_EXERCISE_. Entries follow. Return each line that contains the word "route".

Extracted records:
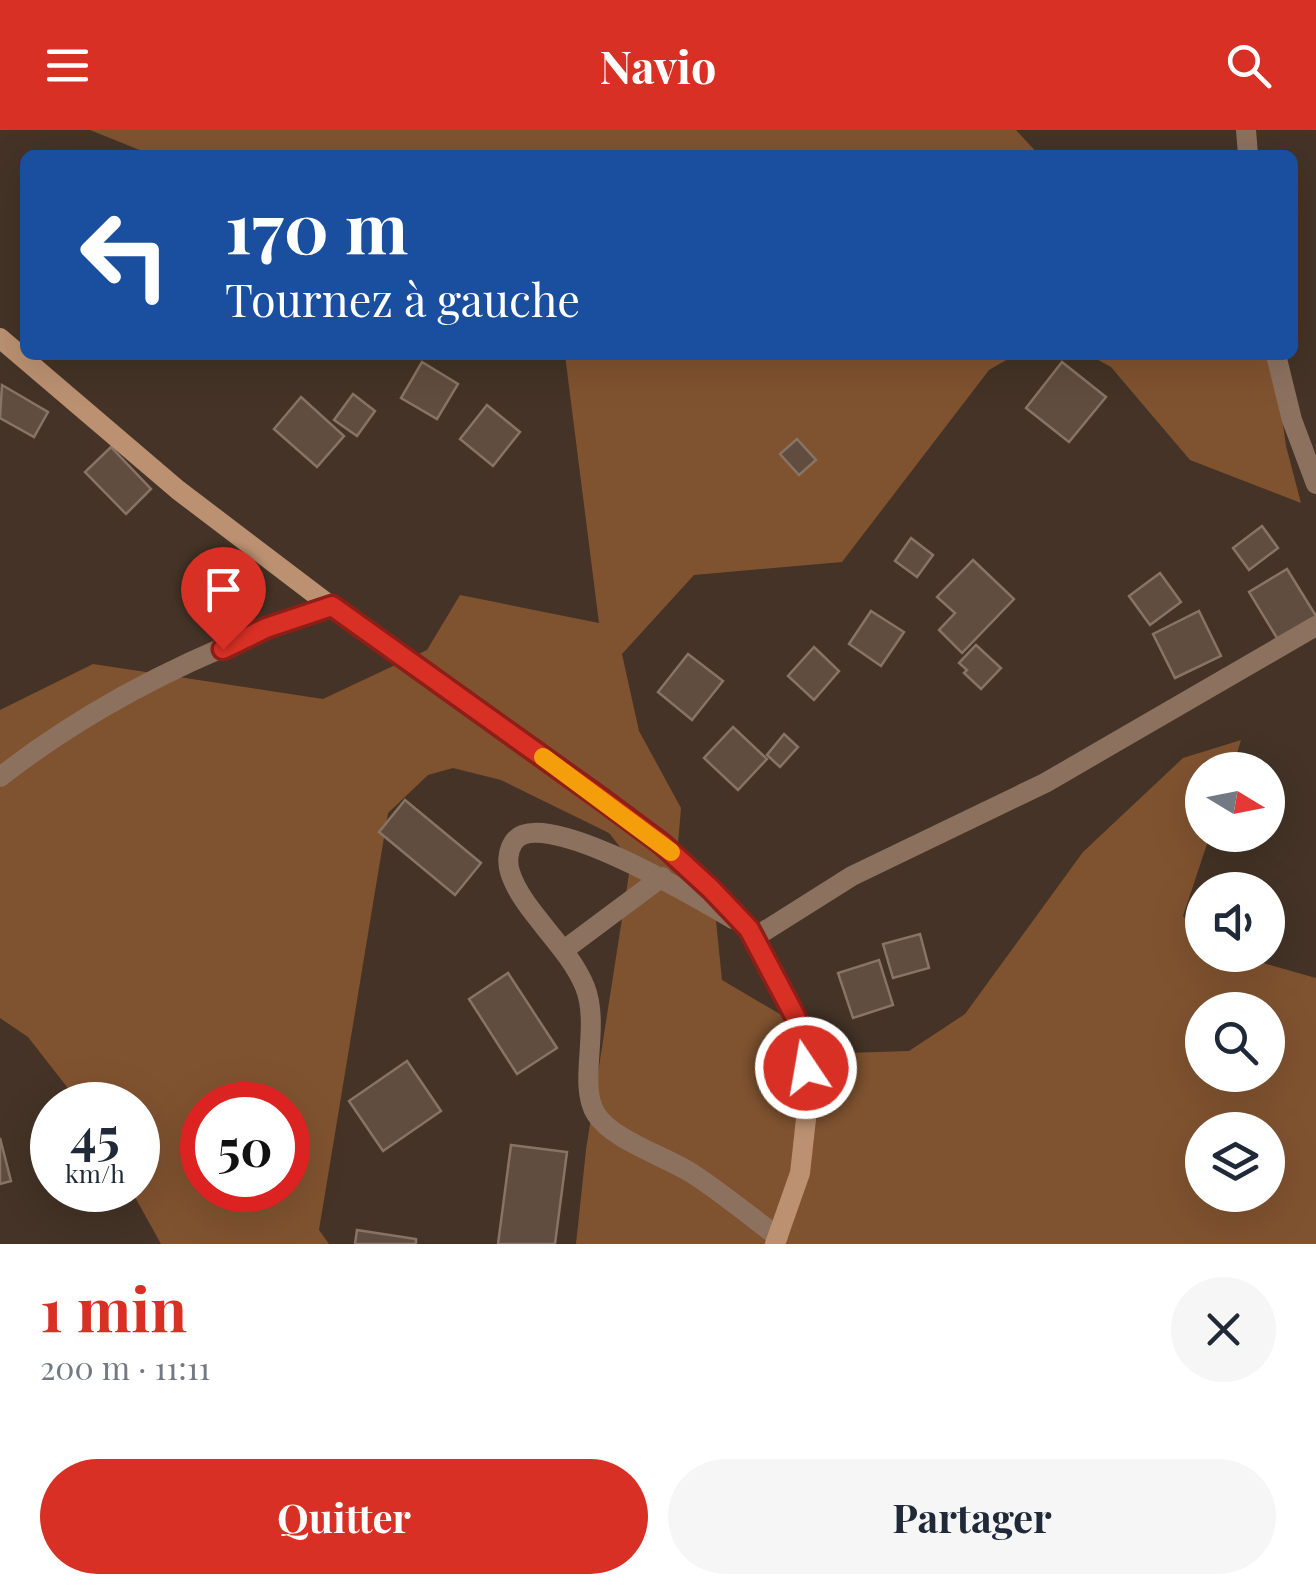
<!DOCTYPE html>
<html lang="fr">
<head>
<meta charset="utf-8">
<style>
  body { margin:0; font-family:"Playfair Display",serif; background:#f6f6f7; color:#1f2937; height:100vh; display:flex; flex-direction:column; font-size:38px; white-space:nowrap }
  * { box-sizing:border-box; margin:0 }
  p { font-size:32px; color:#747a83 }
  .icon { flex:none; width:55px; height:55px; fill:none; stroke:currentColor; stroke-width:2; stroke-linecap:round; stroke-linejoin:round }
  .map { position:relative; height:1114px; overflow:hidden }
  .sheet { display:flex; flex-direction:column; background:#fff; flex:1 }
  .sheet>* { flex:none }
  .guide { position:absolute; left:20px; top:20px; width:1278px; height:210px; border-radius:15px; box-shadow:0 10px 40px #0002; background:#1a4fa0; color:#fff; overflow:hidden }
  .needle { width:65px; rotate:100deg }
  .buttons { position:absolute; left:1185px; top:622px; display:grid; gap:20px }
  .buttons a { display:grid; place-items:center; width:100px; height:100px; border-radius:50%; background:#fff; box-shadow:0 10px 40px #0002; font-size:50px }
  .speed { position:absolute; left:30px; top:952px; display:flex; gap:20px; font-size:50px; font-weight:700; text-align:center }
  .speed>* { display:grid; place-content:center; width:130px; height:130px; border-radius:50%; background:#fff; box-shadow:0 10px 40px #0002; line-height:1 }
  .speed small { font-size:25px; font-weight:400 }
  .speed .limit { border:15px solid #d22; background:#fff; color:#111 }
  .pin { position:absolute; display:grid; place-items:center; width:85px; height:85px; color:#fff; margin:-102px -42px; border-radius:50% 50% 50% 0; rotate:-45deg; box-shadow:0 0 10px #0007 }
  .pin .icon { rotate:45deg }
  .me { position:absolute; width:110px; margin:-55px; rotate:348deg; stroke-linejoin:round; filter:drop-shadow(0 0 8px #0008) }
  .turn { display:flex; align-items:center; gap:35px; height:210px; padding:0 40px; font-size:45px }
  .turn .icon { width:130px; height:130px; stroke-width:2.5 }
  .turn b { display:block; font-size:70px; line-height:85px }
  .round { display:grid; place-items:center; flex:none; width:105px; height:105px; border-radius:52px; background:#f6f6f7 }
  .headline { display:flex; align-items:center; justify-content:space-between; height:170px; padding:0 40px }
  h1 { font-size:60px; font-weight:700; line-height:75px; color:#d93025 }
  .primary-button { display:flex; gap:20px; margin-top:auto; padding:20px 40px }
  .primary-button a { flex:1; height:115px; border-radius:60px; background:#d93025; color:#fff; font-size:40px; font-weight:700; line-height:115px; text-align:center }
  .primary-button a+a { background:#f6f6f7; color:#1f2937 }
  header { display:flex; justify-content:space-between; align-items:center; height:130px; padding:0 40px; background:#d93025; color:#fff; font-size:45px; font-weight:700 }
  .map>svg:first-child { display:block }
</style>
</head>
<body>
<header><svg class="icon" aria-label="menu" viewBox="0 0 24 24"><path d="M4 6h16M4 12h16M4 18h16"/></svg>Navio<svg class="icon" aria-label="search" viewBox="0 0 24 24"><circle cx="10" cy="10" r="6"/><path d="M15 15l6 6"/></svg></header>
<div class="map">
<svg width="1316" height="1114" viewBox="0 0 1316 1114">
  <rect width="100%" height="100%" fill="#443326"/>
  <g fill="#805330" fill-rule="evenodd">
    <polygon points="90,0 1016,0 1039,25 152,25"/>
    <path d="M565 225H1015L989 240 842 432 694 445 622 524 639 601 681 678 676 737 716 791 722 850 846 923 909 921 965 884 1083 722 1183 628 1241 610 1232 640H1202V705H1210L1183 786 1202 807V825H1235L1316 848V1114H576L586 1020 631 731 609 703 501 650 453 638 428 645 388 683 319 1100 329 1114H161L131 1060H138V975H81L28 907 0 888V580L93 534 323 569 427 520 460 465 599 493ZM1202 880H1268V945H1202ZM202 975H288V1060H202ZM1202 1000H1268V1065H1202Z"/>
    <polygon points="1089,225 1273,225 1286,316 1301,373 1190,330 1111,237"/>
  </g>
  <g fill="#604d3f" stroke="#887465" stroke-width="2.5">
    <polygon points="422,232 458,254 437,289 401,268"/>
    <polygon points="1062,232 1106,267 1069,312 1026,278"/>
    <polygon points="2,255 48,282 34,307 0,288"/>
    <polygon points="353,264 375,281 357,306 334,290"/>
    <polygon points="301,267 344,306 317,337 274,299"/>
    <polygon points="487,275 520,302 493,336 460,309"/>
    <polygon points="797,309 816,330 799,345 780,324"/>
    <polygon points="111,317 151,359 126,384 85,342"/>
    <polygon points="1262,396 1278,418 1249,440 1233,418"/>
    <polygon points="911,408 933,425 917,447 895,431"/>
    <polygon points="973,430 1014,469 962,523 939,500 955,483 937,467"/>
    <polygon points="1287,439 1316,486 1280,513 1249,462"/>
    <polygon points="1160,443 1181,472 1150,495 1129,466"/>
    <polygon points="871,481 904,502 881,536 849,514"/>
    <polygon points="1199,481 1221,526 1175,548 1153,504"/>
    <polygon points="976,515 1001,538 981,559 964,543 967,540 959,533"/>
    <polygon points="814,517 839,541 814,570 788,546"/>
    <polygon points="688,524 723,551 692,590 658,562"/>
    <polygon points="733,597 767,629 738,660 704,628"/>
    <polygon points="784,604 798,617 780,637 767,625"/>
    <polygon points="405,670 481,733 455,765 379,702"/>
    <polygon points="920,804 929,838 893,848 883,814"/>
    <polygon points="879,830 893,875 853,888 838,843"/>
    <polygon points="508,843 557,918 517,944 469,869"/>
    <polygon points="407,931 441,981 383,1021 349,971"/>
    <polygon points="0,1008 11,1051 0,1054"/>
    <polygon points="511,1015 567,1022 555,1114 498,1114"/>
    <polygon points="357,1100 416,1109 416,1114 355,1114"/>
  </g>
  <g fill="none" stroke-linecap="round" stroke-linejoin="round">
    <g stroke="#8c715e" stroke-width="20">
      <polyline points="1246,0 1248,25"/>
      <polyline points="1276,225 1292,290 1316,354"/>
      <path d="M0 647C99 570 214 515 332 477"/>
      <path d="M733 789C702 771 537 671 513 713 508 721 507 733 510 742 522 781 568 815 585 857 601 897 577 954 596 984 612 1010 667 1027 693 1044 722 1063 750 1086 778 1107"/>
      <polyline points="752,809 852,746 1045,653 1316,496"/>
      <polyline points="564,820 662,747"/>
    </g>
    <polyline stroke="#bb9172" stroke-width="20" points="0,208 178,360 332,477 662,714 749,799 796,888 806,938 806,989 800,1043 775,1114"/>
  </g>
  <g fill="none" stroke-linecap="round" stroke-linejoin="round">
    <g stroke="#8d1f18" stroke-width="25">
      <polyline id="route" points="223,519 266,498 332,476 600,668 662,714 711,759 749,799 796,888 806,938"/>
    </g>
    <use href="#route" stroke="#d93025" stroke-width="18"/>
    <polyline stroke="#f59e0b" stroke-width="18" points="543,627 671,722"/>
  </g>
</svg>
<div class="buttons">
<a><svg class="needle" viewBox="-14 -14 28 28"><path d="M0-13l5 13h-10z" fill="#e53935"/><path d="M0 13l5-13h-10z" fill="#747a83"/></svg></a>
<a><svg class="icon" aria-label="sound" viewBox="0 0 24 24"><path d="M4 9h4l5-4v14l-5-4H4zM17 9q2 3 0 6"/></svg></a>
<a><svg class="icon" aria-label="search" viewBox="0 0 24 24"><circle cx="10" cy="10" r="6"/><path d="M15 15l6 6"/></svg></a>
<a><svg class="icon" aria-label="layers" viewBox="0 0 24 24"><path d="M12 4l9 5-9 5-9-5zM3 14l9 5 9-5"/></svg></a>
</div>
<div class="speed"><div>45<small>km/h</small></div><div class="limit">50</div></div>
<div class="pin" style="left:223px;top:519px;background:#d93025"><svg class="icon" aria-label="arrive" viewBox="0 0 24 24"><path d="M6 21V4h12l-3 4 3 4H6"/></svg></div>
<svg class="me" style="left:806px;top:938px" viewBox="-20 -20 40 40"><circle r="17" fill="#d93025" stroke="#fff" stroke-width="3"/><path d="M0-11L8 9 0 5-8 9z" fill="#fff"/></svg>
<div class="guide">
<div class="turn"><svg class="icon" aria-label="left" viewBox="0 0 24 24"><path d="M17 20v-9H6M10 6l-5 5 5 5"/></svg><div><b>170 m</b>Tournez à gauche</div></div>
</div>
</div>
<section class="sheet">
<div class="headline"><div><h1>1 min</h1><p>200 m · 11:11</p></div><a class="round"><svg class="icon" aria-label="close" viewBox="0 0 24 24"><path d="M6 6l12 12M18 6L6 18"/></svg></a></div>
<div class="primary-button"><a>Quitter</a><a>Partager</a></div>
</section>
</body>
</html>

_SOLUTION TO THE PROBLEM_.
      <polyline id="route" points="223,519 266,498 332,476 600,668 662,714 711,759 749,799 796,888 806,938"/>
    <use href="#route" stroke="#d93025" stroke-width="18"/>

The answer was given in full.